I love being an adult. Truly.
There are so many things about the growing up process that are terrifying and exhilerating all at the same time. As long as I can remember I wanted to grow up. Everyone always told me I would get there and wish for my childhood. I don’t. Not once have I ever wanted to go back. There is only one reason I have ever missed my youth: my brother.
I was blessed with a brother. We are separated in age by two years and ten months almost exactly to the day. I don’t want to make us sound like a peaceful, perfect pair because we had the same ups and downs all siblings suffer. I don’t know if all siblings can say this, but I can: my best friend was and is my brother. I lived with my best friend until I was 19 years old. I saw him every day. I talked to him every day. I shared my entire life with him. We were homeschooled for years and then went into public school. We played in the backyard. We shared a room as little kids. We fought and made up without ever telling our parents. We schemed. We played make-believe. We had our own special traditions. We ventured little by little out of our comfort zone on adventures. When I got my license our adventures started to get even bigger adventures. We went to high school and shared locker combinations so we wouldn’t have to walk so far. We supported each other. We kept each other’s secrets. I don’t think I had a bigger fan than my brother. There is nothing I wouldn’t have done for him, nothing.
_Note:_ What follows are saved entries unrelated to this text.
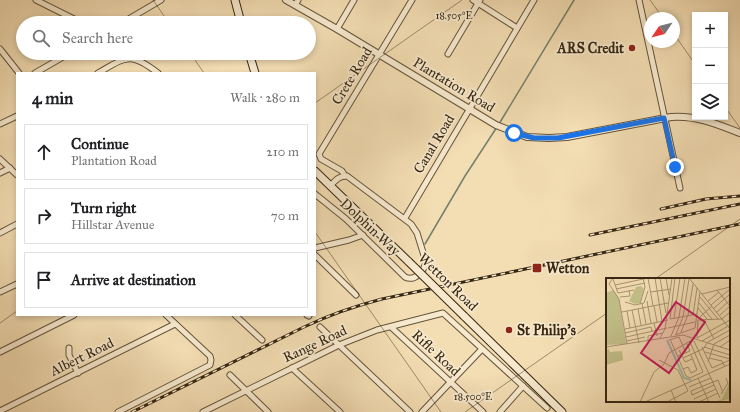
<!DOCTYPE html>
<html lang="en">
<head>
<meta charset="utf-8">
<style>
	:root { --surface:#fff; --page:#f2f2f2; --text:#202124; --muted:#757577; --line:#e0e0e0 }
	body { margin:0; font-family:"IM FELL Great Primer",serif; background:var(--page); color:var(--text) }
	.controls { position:absolute; right:12px; top:12px; display:grid; overflow:hidden; border-radius:0px; box-shadow:0 2px 6px #0003 }
	.controls button { width:36px; height:36px; display:grid; place-items:center; padding:0; border:0; border-bottom:1px solid var(--line); background:var(--surface); color:var(--text); font:20px sans-serif }
	.compass { position:absolute; left:644px; top:12px; width:36px; height:36px; border-radius:50%; background:var(--surface); box-shadow:0 2px 6px #0003; rotate:235deg }
	.stop { position:absolute; width:12px; height:12px; margin:-9px; border:3px solid #1a73e8; border-radius:50%; background:#fff }
	.stop.end { background:#1a73e8; border-color:#fff; box-shadow:0 1px 4px #0008 }
	.list { margin:0; padding:0; list-style:none }
	h2 { display:flex; justify-content:space-between; align-items:center; height:52px; margin:0; padding:0 16px; font-size:17px }
	h2 small { font-size:13px; font-weight:400; color:var(--muted) }
	.list li { display:grid; grid-template-columns:26px 1fr auto; gap:12px; align-items:center; box-sizing:border-box; height:56px; margin:0 8px 8px; padding:0 8px; border:1px solid var(--line); border-radius:0px }
	.list b { display:block; font-size:15px; white-space:nowrap }
	.list p { margin:0; font-size:13px; white-space:nowrap; color:var(--muted) }
	.list em { font-size:13px; font-style:normal; color:var(--muted) }
	.icon { flex:none; width:22px; height:22px; fill:none; stroke:currentColor; stroke-width:2; stroke-linecap:round; stroke-linejoin:round }
	.map { position:relative; flex:none; width:740px; height:412px; overflow:hidden }
	.search { position:absolute; background:var(--surface); box-shadow:0 2px 6px #0003; left:16px; top:16px; width:300px; height:44px; display:flex; align-items:center; gap:10px; box-sizing:border-box; padding:0 14px; border-radius:22px; color:var(--muted); font-size:15px }
	.panel { position:absolute; background:var(--surface); box-shadow:0 2px 6px #0003; left:16px; top:72px; width:300px; height:244px; border-radius:0px }
	.map>svg:first-child { display:block }
	.lines { fill:none; stroke-linecap:round; stroke-linejoin:round }
	.stream { stroke:#73806c; stroke-width:1.5 }
	.minor-casing { stroke:#65543a; stroke-width:7 }
	.tertiary-casing { stroke:#65543a; stroke-width:8 }
	.secondary-casing { stroke:#362611; stroke-width:9 }
	.minor { stroke:#f7e9ce; stroke-width:5 }
	.tertiary { stroke:#f7e9ce; stroke-width:6 }
	.secondary { stroke:#f7e9ce; stroke-width:7 }
	.rail-casing { stroke:#362611; stroke-width:3 }
	.rail { stroke:#f7e9ce; stroke-width:1.5; stroke-dasharray:4.5; stroke-linecap:butt }
	.secondary-bridge-casing { stroke:#362611; stroke-width:9; stroke-linecap:butt }
	.secondary-bridge { stroke:#f7e9ce; stroke-width:7 }
	.route { stroke:#1a73e8; stroke-width:5 }
	.ticks { fill:none; stroke:#362611; stroke-width:1; stroke-opacity:0.45 }
	.poi-dot { fill:#8f2418; stroke:#f7e9ce; stroke-width:1.5 }
	.labels { text-anchor:middle; dominant-baseline:central; stroke-width:3.5; stroke-linejoin:round; paint-order:stroke }
	.poi-label { font-size:14px; font-weight:bold; fill:#362611; stroke:#f7e9ce; text-anchor:start }
	.street-label { font-size:14px; fill:#362611; stroke:#f7e9ce }
	.inset-river { fill:none; stroke:#9cbca9; stroke-width:2 }
	.inset-road { fill:none; stroke:#a79472; stroke-width:1 }
	.view { fill:#c2185b; fill-opacity:0.15; stroke:#c2185b; stroke-width:2 }
	.inset-edge { fill:none; stroke:#362611; stroke-width:2 }
	.ticks-label { font-size:10px; text-anchor:middle; fill:#362611; stroke:#f7e9ce; stroke-width:3.5; stroke-linejoin:round; paint-order:stroke }
</style>
</head>
<body>
<div class="map">
<svg width="740" height="412" viewBox="0 0 740 412">
	<rect width="100%" height="100%" fill="#f3ddb3"/>
	<filter id="stains"><feTurbulence type="fractalNoise" baseFrequency=".005" numOctaves="4"/><feColorMatrix values="0 0 0 0 .2 0 0 0 0 .09 0 0 0 0 .02 0 0 0 .5 -.17"/></filter>
	<radialGradient id="worn" r=".72"><stop offset=".6" stop-color="#630" stop-opacity="0"/><stop offset="1" stop-color="#630" stop-opacity=".3"/></radialGradient>
	<g class="lines">
		<g class="stream">
			<polyline points="499,124 574,0"/>
			<polyline points="425,244 465,176 497,127"/>
		</g>
		<g class="minor-casing">
			<g id="minor">
				<polyline points="36,0 82,23"/>
				<polyline points="473,0 517,28"/>
				<polyline points="639,0 680,188"/>
				<polyline points="296,4 298,0"/>
				<polyline points="122,23 161,0"/>
				<polyline points="337,29 354,0"/>
				<polyline points="0,49 19,73"/>
				<polyline points="448,54 480,0"/>
				<polyline points="35,73 70,53"/>
				<path d="M98,73C126,57 130,51 158,73"/>
				<polyline points="0,124 17,116"/>
				<polyline points="0,159 17,175"/>
				<polyline points="0,173 10,168"/>
				<polyline points="345,176 342,171 321,159 319,154 412,0"/>
				<path d="M315,194L346,219L405,277C415,282 424,271 426,262L417,233L411,224L347,176C340,175 335,181 330,186"/>
				<polyline points="405,218 534,0"/>
				<polyline points="0,233 17,224"/>
				<polyline points="315,248 349,240 363,235"/>
				<polyline points="315,255 356,295"/>
				<polyline points="0,292 17,284"/>
				<polyline points="235,315 262,340"/>
				<polyline points="307,315 309,316"/>
				<polyline points="320,327 410,412"/>
				<polyline points="391,327 483,412"/>
				<polyline points="69,348 69,355 78,373"/>
				<polyline points="0,352 74,315"/>
				<polyline points="292,368 340,412"/>
				<polyline points="230,375 268,412"/>
				<polyline points="0,411 175,324"/>
				<polyline points="118,412 210,365 211,360 210,356 166,315"/>
				<polyline points="203,412 339,345 377,330 443,313 547,408"/>
				<polyline points="422,412 482,349"/>
				<polyline points="500,412 523,386"/>
			</g>
		</g>
		<g class="tertiary-casing">
			<path id="tertiary" d="M286,0L337,29L496,125L527,137L549,138L567,137L671,117C696,115 717,124 740,133"/>
		</g>
		<g class="secondary-casing">
			<g id="secondary">
				<polyline points="235,0 241,23"/>
				<polyline points="249,53 255,73"/>
				<polyline points="315,171 409,262"/>
				<polyline points="464,316 562,412"/>
			</g>
		</g>
		<use href="#minor" class="minor"/>
		<use href="#tertiary" class="tertiary"/>
		<use href="#secondary" class="secondary"/>
		<g class="rail-casing">
			<g id="rail">
				<polyline points="661,209 706,199 740,196"/>
				<polyline points="590,235 740,204"/>
				<path d="M132,412L304,327C329,315 355,306 382,299L740,224"/>
			</g>
		</g>
		<use href="#rail" class="rail"/>
		<g class="secondary-bridge-casing">
			<polyline id="secondary-bridge" points="409,262 464,316"/>
		</g>
		<use href="#secondary-bridge" class="secondary-bridge"/>
	</g>
	<g class="lines">
		<polyline class="route" points="514,133 534,138 558,138 664,118 675,167"/>
	</g>
	<path class="ticks" d="M153,0L169,23M650,0L663,18M674,34L695,64M190,53L204,73M315,103L462,0M725,107L740,128M315,232L441,412M655,279L740,219M0,323L17,311M465,412L607,313"/>
	<g class="poi-dot">
		<circle cx="632" cy="48" r="4"/>
		<rect x="532" y="263" width="10" height="10" rx="2"/>
		<circle cx="509" cy="330" r="4"/>
	</g>
	<g class="labels">
		<g class="poi-label">
			<text x="624" y="48" text-anchor="end">ARS Credit</text>
			<text x="546" y="268">Wetton</text>
			<text x="517" y="330">St Philip's</text>
		</g>
		<g class="street-label">
			<text transform="translate(352 76) rotate(-59)">Crete Road</text>
			<text transform="translate(454 85) rotate(31)">Plantation Road</text>
			<text transform="translate(434 144) rotate(-59)">Canal Road</text>
			<text transform="translate(370 227) rotate(43)">Dolphin Way</text>
			<text transform="translate(448 282) rotate(44)">Wetton Road</text>
			<text transform="translate(315 344) rotate(-25)">Range Road</text>
			<text transform="translate(436 353) rotate(43)">Rifle Road</text>
			<text transform="translate(82 357) rotate(-26)">Albert Road</text>
		</g>
	</g>
	<g transform="translate(606 278)">
		<rect width="124" height="124" fill="#f3ddb3"/>
		<path d="M35,8L38,11L34,25L29,26L23,23L30,9ZM7,12L13,20L20,66L0,67V15ZM3,71L4,74L16,73L17,82L0,87V72ZM124,103V121L109,124L116,121Z" fill="#c2bf88"/>
		<path class="inset-river" d="M61,62L78,100L85,102"/>
		<path class="inset-road" d="M7,0L3,6L13,21L21,66M42,0L47,28M49,0L56,43M54,0L60,35M60,0L63,17M69,0L64,41L91,36M83,0L124,51M7,1L12,15L28,12M9,7L42,0M10,11L39,5M111,12L124,28M45,14L65,11M96,16L124,9M14,19L24,18L23,12M94,19L112,41M41,23L45,45M102,23L113,14M19,24L29,27L38,25L42,13M36,25L40,46M93,25L106,41M34,26L39,9L37,0M105,27L124,11M48,28L51,44M92,30L101,41M108,30L124,16M32,31L35,47M26,32L33,65M21,33L24,50M16,34L62,25M111,34L124,22M87,37L91,10M114,37L124,28M94,39L106,28M68,40L74,0M92,42L91,60L124,42M92,42L116,41L124,34M98,42L108,61M48,45L51,58M62,50L89,44M19,51L62,42M75,54L82,37L87,6M19,55L45,49L46,53M70,56L77,39L83,1M69,57L89,50L94,14M65,58L73,39L79,0M20,59L61,50M54,60L59,51L66,0M64,61L80,98L84,100L97,94L84,64M63,62L73,59L80,75M21,63L39,59M42,63V58L57,55M88,63L114,120M96,63L124,47M0,69L77,57L124,72M96,69L106,90L124,82M98,69L124,77M114,69L124,62M73,72L79,84L86,81M99,74L124,81M72,78L84,73L81,66M77,80L97,71L102,64L124,52M103,80L116,83L119,89M53,82L72,92L82,113L61,124M102,84L108,66L124,57M77,91L82,89L85,95L91,92L85,77M92,100L103,124M107,104L85,113L86,117L108,107M107,104L112,102L117,115M83,109L105,100M65,112L70,124M115,116L122,105L120,100M88,121L110,111M34,124L48,94L58,86L63,75L88,61M39,124L124,86M93,124L112,115"/>
		<path class="view" d="M70,24L99,44L63,95L35,75Z"/>
		<rect width="124" height="124" class="inset-edge"/>
	</g>
	<g class="ticks-label">
		<text x="454" y="19">18.505°E</text>
		<text x="473" y="400">18.500°E</text>
	</g>
	<rect width="100%" height="100%" filter="url(#stains)"/>
	<rect width="100%" height="100%" fill="url(#worn)"/>
</svg>
<div class="controls">
<button>+</button>
<button>−</button>
<button><svg class="icon" aria-label="layers" viewBox="0 0 24 24"><path d="M12 4l9 5-9 5-9-5zM3 14l9 5 9-5"/></svg></button>
</div>
<svg class="compass" viewBox="-18 -18 36 36"><path d="M0-13l5 13h-10z" fill="#e53935"/><path d="M0 13l5-13h-10z" fill="#757577"/></svg>
<div class="stop" style="left:514px;top:133px"></div>
<div class="stop end" style="left:675px;top:167px"></div>
<div class="search"><svg class="icon" aria-label="search" viewBox="0 0 24 24"><circle cx="10" cy="10" r="6"/><path d="M15 15l6 6"/></svg>Search here</div>
<section class="panel">
<h2>4 min<small>Walk · 280 m</small></h2>
<ul class="list">
<li><svg class="icon" aria-label="ahead" viewBox="0 0 24 24"><path d="M12 20V5M6 11l6-6 6 6"/></svg><div><b>Continue</b><p>Plantation Road</p></div><em>210 m</em></li>
<li><svg class="icon" aria-label="right" viewBox="0 0 24 24"><path d="M7 20v-9h11M14 6l5 5-5 5"/></svg><div><b>Turn right</b><p>Hillstar Avenue</p></div><em>70 m</em></li>
<li><svg class="icon" aria-label="arrive" viewBox="0 0 24 24"><path d="M6 21V4h12l-3 4 3 4H6"/></svg><div><b>Arrive at destination</b></div></li>
</ul>
</section>
</div>
</body>
</html>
Now four and a half years later, everything is different. I have graduated college. He is currently in college and interning at an amazing place. He is incredibly busy with his blossoming adulthood. He has moved in with his girlfriend and they have started their own life together. We live in different states. We have different schedules. We have different lives. We have gone in completely different paths. The majority of our shared experiences are now in the past and not in our future. I see him every four months or so, and we talk once a month or less. We are not as close as we once were. I don’t know exactly how it happened, but with distance we drifted.
Today he called me on his way home from work. It made my entire week. I love hearing about his life. We have never had a hard time talking to each other. Our problem has been making the time to talk to each other. It’s easy when you live together. Maintaining relationships becomes a lot harder with distance. He’s not to blame because I haven’t put in the effort either. It’s something I need to work on because I never want to go too long without hearing about his life or hearing his voice.
As we get older and life leads us in different paths many relationships change and many cease to exist. There is one relationship that will keep changing, but I cannot let it ever stop existing. I don’t know who I am without my brother. He was my second half for nineteen years. He was my reason to keep going most days. He is younger, but I have always looked up to him. He is the best person I have ever known in every way. I am lucky to know him. I am lucky to have him in my life. Most of all I am lucky to call him my brother and have him as one of my best friends. It doesn’t matter how long we go without seeing each other or talking to each other, we always bounce back to being the best version of us.
Everyone always talks about how your life changes when you become an adult. It’s true. Everything changes. People warn you about everything from debt to making friends to finding your spouse to buying a house to health. No one ever warned me about what would happen between my brother and I.
I love growing up, but I haven’t loved growing apart.